Arise Sir Nick
I was absolutely delighted to discover that Nick Nobilo has been made an Officer of the New Zealand Order of Merit for services to the wine industry. He is about the most enthusiastic winemaker/winery owner I know.
Nick’s father, the late Nikola Nobilo founded Nobilo Vintners (tastings) in 1944. Nick ran the company with his two brothers, Steve and Mark, after his father retired. I joined them as company secretary in 1975 and worked there until doing my OE a couple of years later. Nick’s enthusiasm was infectious. He inspired me to make a career in the wine industry and encouraged me to take an interest in all aspects of the winemaking process.
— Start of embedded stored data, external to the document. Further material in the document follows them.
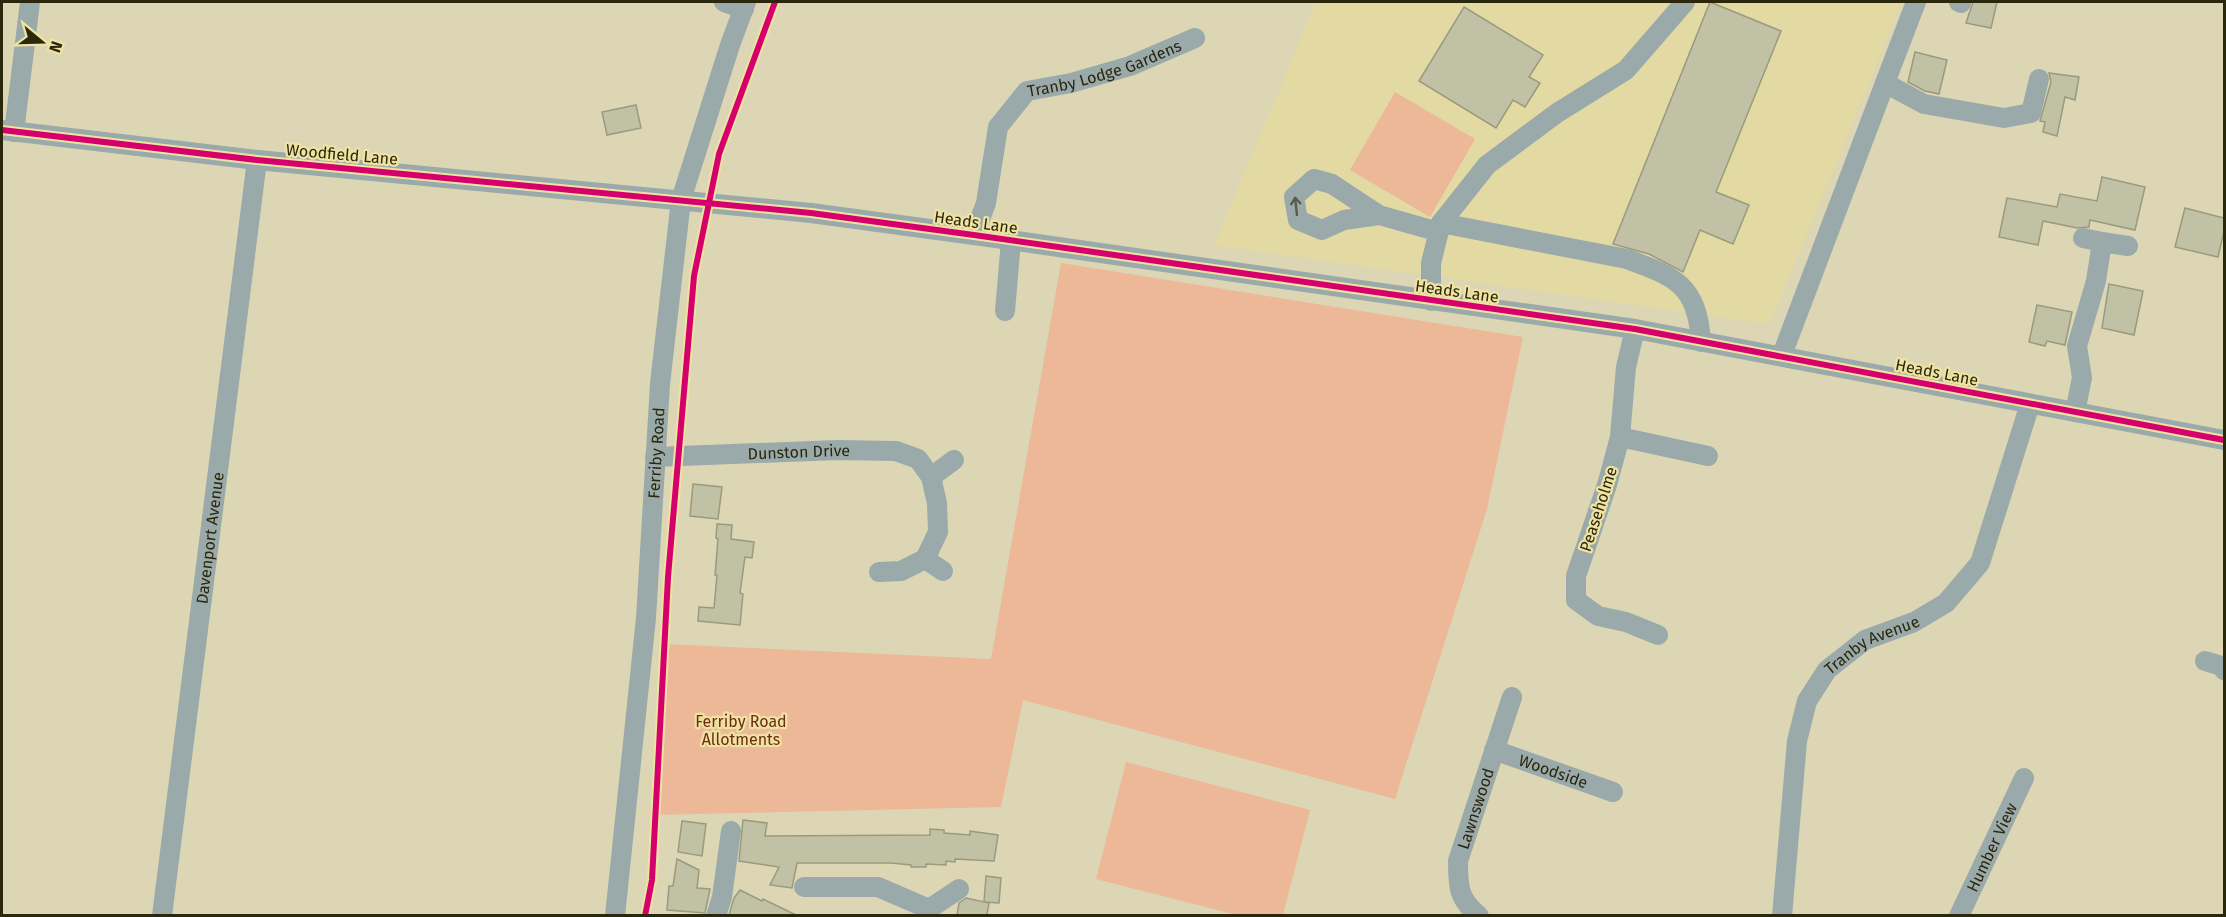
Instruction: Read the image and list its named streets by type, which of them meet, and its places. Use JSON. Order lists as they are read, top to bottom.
{
  "streets": {
    "street": [
      "Tranby Lodge Gardens",
      "Woodfield Lane",
      "Heads Lane",
      "Dunston Drive",
      "Ferriby Road",
      "Peaseholme",
      "Davenport Avenue",
      "Tranby Avenue",
      "Woodside",
      "Lawnswood",
      "Humber View"
    ]
  },
  "crossings": [
    ["Tranby Lodge Gardens", "Heads Lane"],
    ["Woodfield Lane", "Heads Lane"],
    ["Woodfield Lane", "Ferriby Road"],
    ["Woodfield Lane", "Davenport Avenue"],
    ["Heads Lane", "Ferriby Road"],
    ["Heads Lane", "Peaseholme"],
    ["Heads Lane", "Tranby Avenue"],
    ["Dunston Drive", "Ferriby Road"],
    ["Woodside", "Lawnswood"]
  ],
  "parks": ["Ferriby Road Allotments"],
  "north": "right"
}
In the mid-seventies Müller-Thurgau was the up-and-coming grape variety but it produced fairly thin and acidic wine unless it was sweetened with sugar in which case the wine tasted rather sugary and confected. It was a hard sell.
Nick, always an innovator, decided to follow the German example and sweeten his dry wine not with cane sugar but with grape juice. Worried about the possibility of a spontaneous fermentation starting when he added the juice Nick and his cellar hands worked hard to create a sterile environment. They scrubbed the winery and tanks until everything gleamed. Finally the big day arrived and the juice was pumped into a tank of dry, recently fermented Müller Thurgau. I was working late so Nick invited me to climb with him to the top of the tank to be first to sample the new wine. With trembling fingers he opened the hatch. We both stared in horror at a scrubbing brush which was floating “like a giant turd” (in Nick’s words) in the wine. The wine was fine, in fact delicious, and for a number of years Nobilo’s led the market with their popular Muller Thurgau.
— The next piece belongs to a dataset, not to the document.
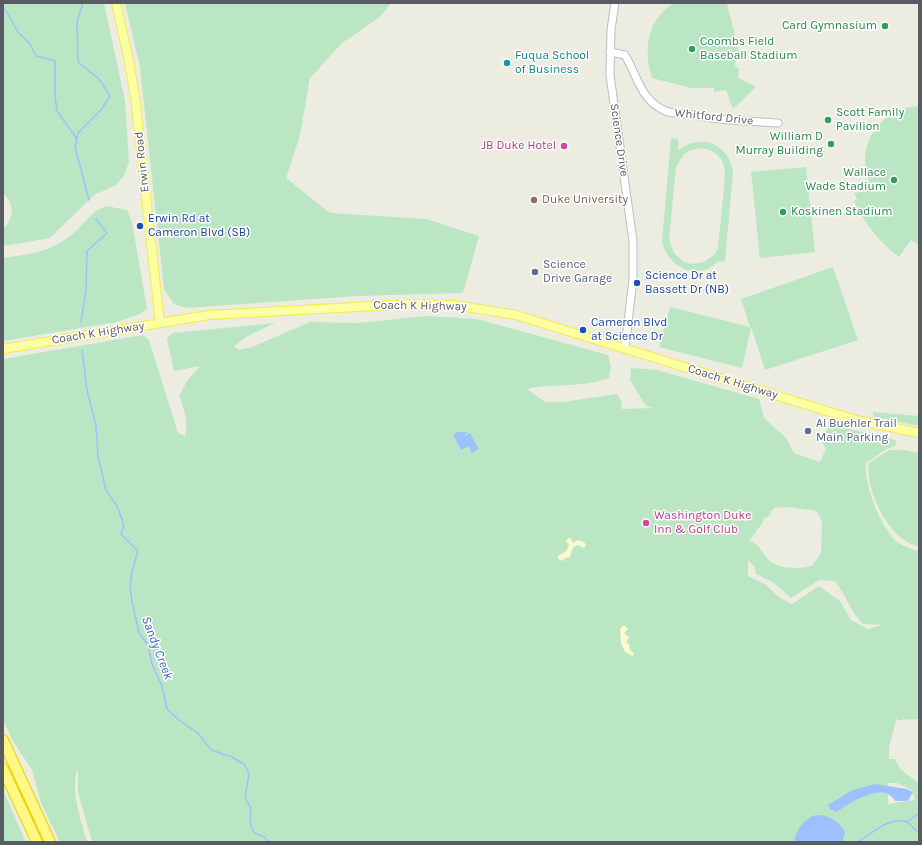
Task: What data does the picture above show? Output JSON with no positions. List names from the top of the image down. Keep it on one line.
{"streets":{"main road":["Erwin Road","Coach K Highway"],"street":["Whitford Drive","Science Drive"]},"crossings":[["Whitford Drive","Science Drive"],["Science Drive","Coach K Highway"],["Erwin Road","Coach K Highway"]],"water":["Sandy Creek"],"places":["Card Gymnasium","Coombs Field Baseball Stadium","Fuqua School of Business","Scott Family Pavilion","William D Murray Building","JB Duke Hotel","Wallace Wade Stadium","Duke University","Koskinen Stadium","Erwin Rd at Cameron Blvd (SB)","Science Drive Garage","Science Dr at Bassett Dr (NB)","Cameron Blvd at Science Dr","Al Buehler Trail Main Parking","Washington Duke Inn & Golf Club"]}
White Cloud, an off/dry, fruity white wine in a distinctive frosted bottle was another of Nick’s more successful developments. He also made a string of high quality varietal wines from Chardonnay, Cabernet Sauvignon, Gewürztraminer and his much-loved Pinotage at a time when they were all planted in little more than experimental quantities.
When the company was finally sold, eventually to Constellation, the world’s largest wine producer, Nick started his own boutique winery in Gisborne called Vinoptima (tastings). He makes one wine – Gewürztraminer which he hopes will one day be regarded as the world’s best. A botrytis-affected dessert Gewürztraminer he made was rated as the highest scoring New Zealand wine in Robert Parker’s guide “The Wine Advocate”.
Vinoptima is certainly worth visiting (invitations by appointment) to taste outstanding Gewürztraminer and meet one of the nicest guys in the wine industry.